The bike/ped fund is not large, about $330,000 now plus some uncalculated overhead. But it is our money sitting there rather than filling potholes. This fund should be abolished for us and the other 14 counties in California with under 50,000 residents. Can we contact our supervisors, state legislative representatives and RCRC, Rural County Representatives of California, to bring this to a vote in Sacramento?” 


Monday, August 6, 2018

Buena Vista Casino & Public Transit

I spoke at the Amador Transit Board of Directors/Amador County Transportation Commission meeting on 8/2/18 and made the following remarks:

“I am here speaking as a private citizen and not as a member of SSTAC (Social Services Transportation Advisory Council). However, through that involvement I have become aware that transit service to the Comanche area, which once was more frequent, is presently our most significant unmet need. But service to meet this need should also be designed for maximum ridership potential. The best routing solution, although complexified by the institutional framework, seems to be Valley Springs/Ione. It would split within the Comanche area similar to the present loop. It could develop two directional travel, a perquisite for efficient transit as well as probably reducing the costs of the present Ione route. If, at some later date, a non rush hour service to Sacramento via Ione begins then we will have greater interconnectedness, another perquisite for efficient transit. And more service to Sacramento is the second unmet need in importance after the Comanche area.

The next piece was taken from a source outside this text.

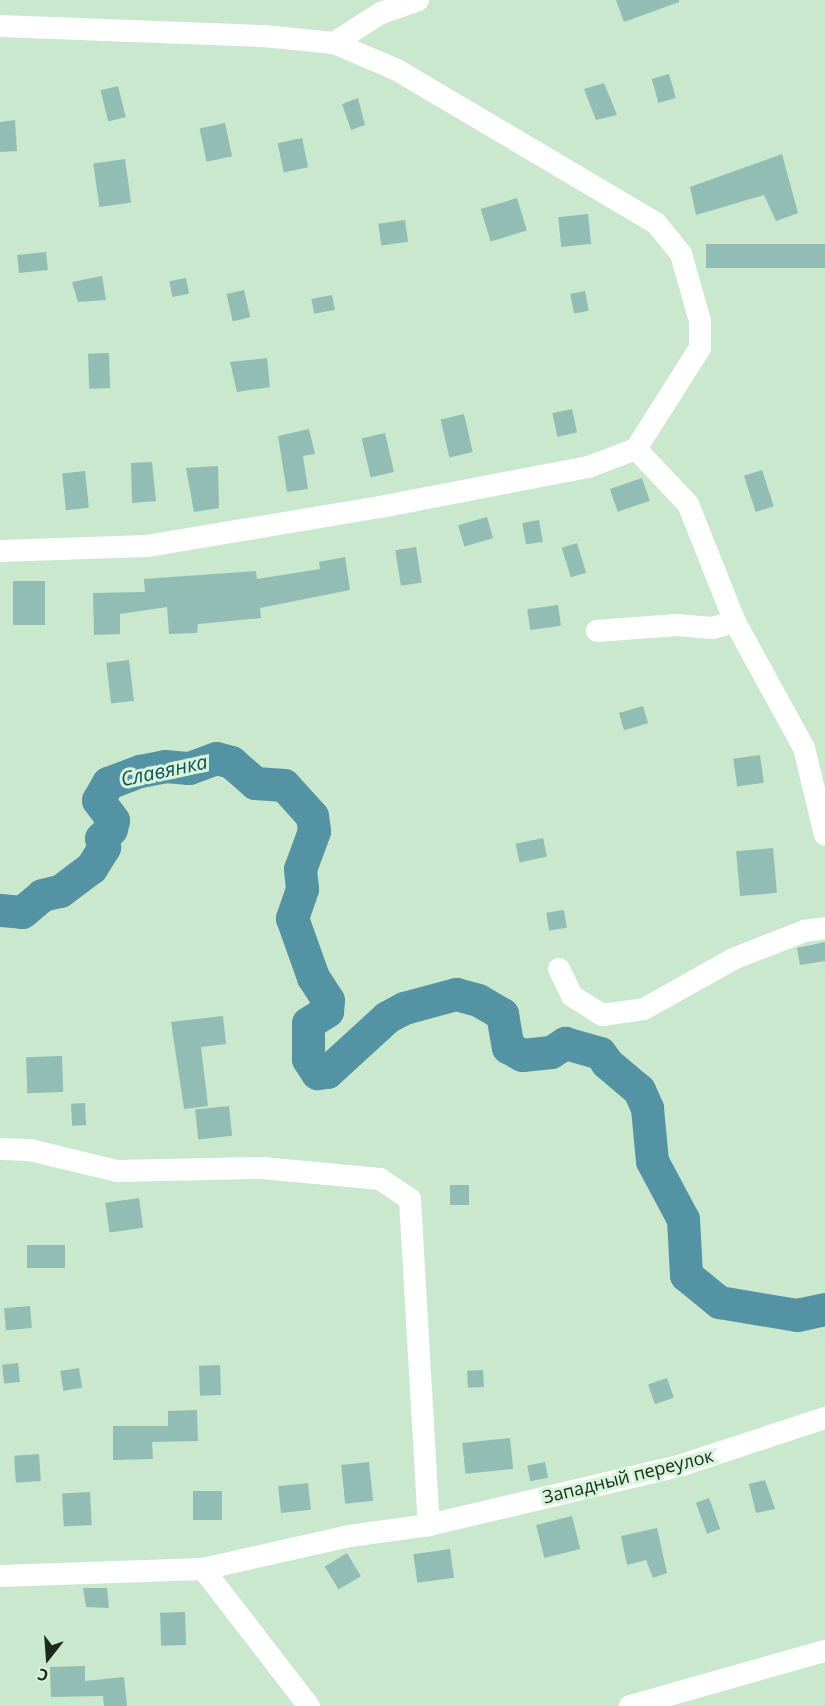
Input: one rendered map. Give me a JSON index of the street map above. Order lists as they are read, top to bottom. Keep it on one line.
{"streets":{"street":["Западный переулок"]},"water":["Славянка"],"north":"bottom"}
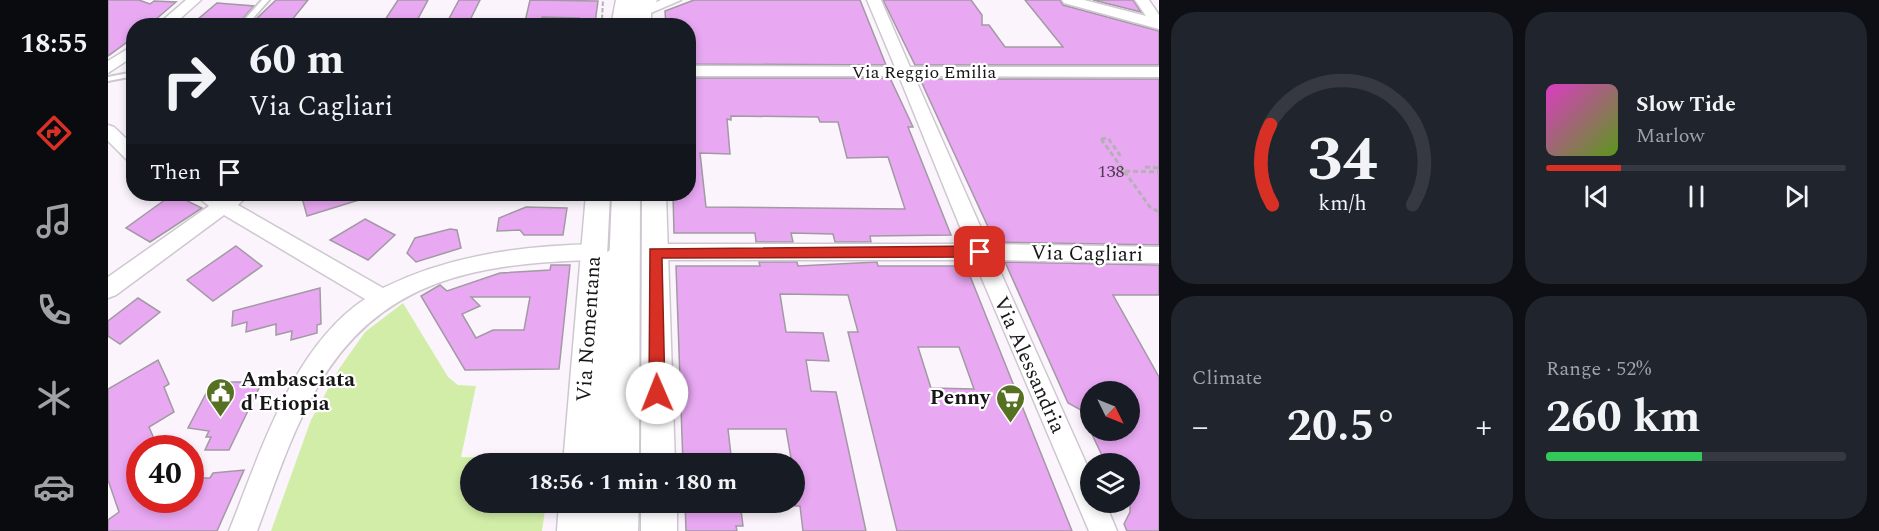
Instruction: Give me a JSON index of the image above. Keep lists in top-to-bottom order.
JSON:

While these suggestions all received positive responses among SSTAC members, they stayed dormant. But circumstances have changed prompting me to appear here today. Is Amador Transit a participant in the present mitigation discussions and agreements regarding the Buena Vista Casino? Aside from the obvious possibility of direct subsidy, I have other concerns. Will the casino operate buses from Valley cities as some casinos around Sacramento presently do? Do we have transfer possibilities that could add convenience and ridership/revenue? Will any potential transit service be able to stop at the main entrance without canopy or pavement problems?

Therefore, I ask that this commission, by whatever is the appropriate procedure, officially request that Amador Transit be included in these discussions and agreements. Thank you.”

In addition to the above it should be noted that an Ione/Valley Springs route could produce seat turnover, like table turnover in a restaurant, and therefore produce more revenue. Probably the largest ridership market for this possible service will be casino workers. Can an unskilled young person take advantage of these new employment opportunities without owning a car? Also the casino impacts will likely require redesigning existing service in the Comanche area whatever Amador Transit’s participation in the mitigation process is or isn’t.

Since I spoke during the citizen comment period, on a nonagenda item, there was no discussion among the commissioners. But after the formal meeting conversations ensued. One commissioner stated that the county and casino had already made their deal and that to reopen negotiations was a can of worms. That’s a point well taken because it sets a bad precedent. Another said that the casino canopy design will be reexamined. Overall, my presentation was thoughtfully received, but will anything be changed?

Shouldn’t have Amador Transit have been included in the original process? Is asking for 50K to 100K annually in mitigation fees for this new bus route considered outrageous? What do other Amadorians think? What is the final verdict of public opinion?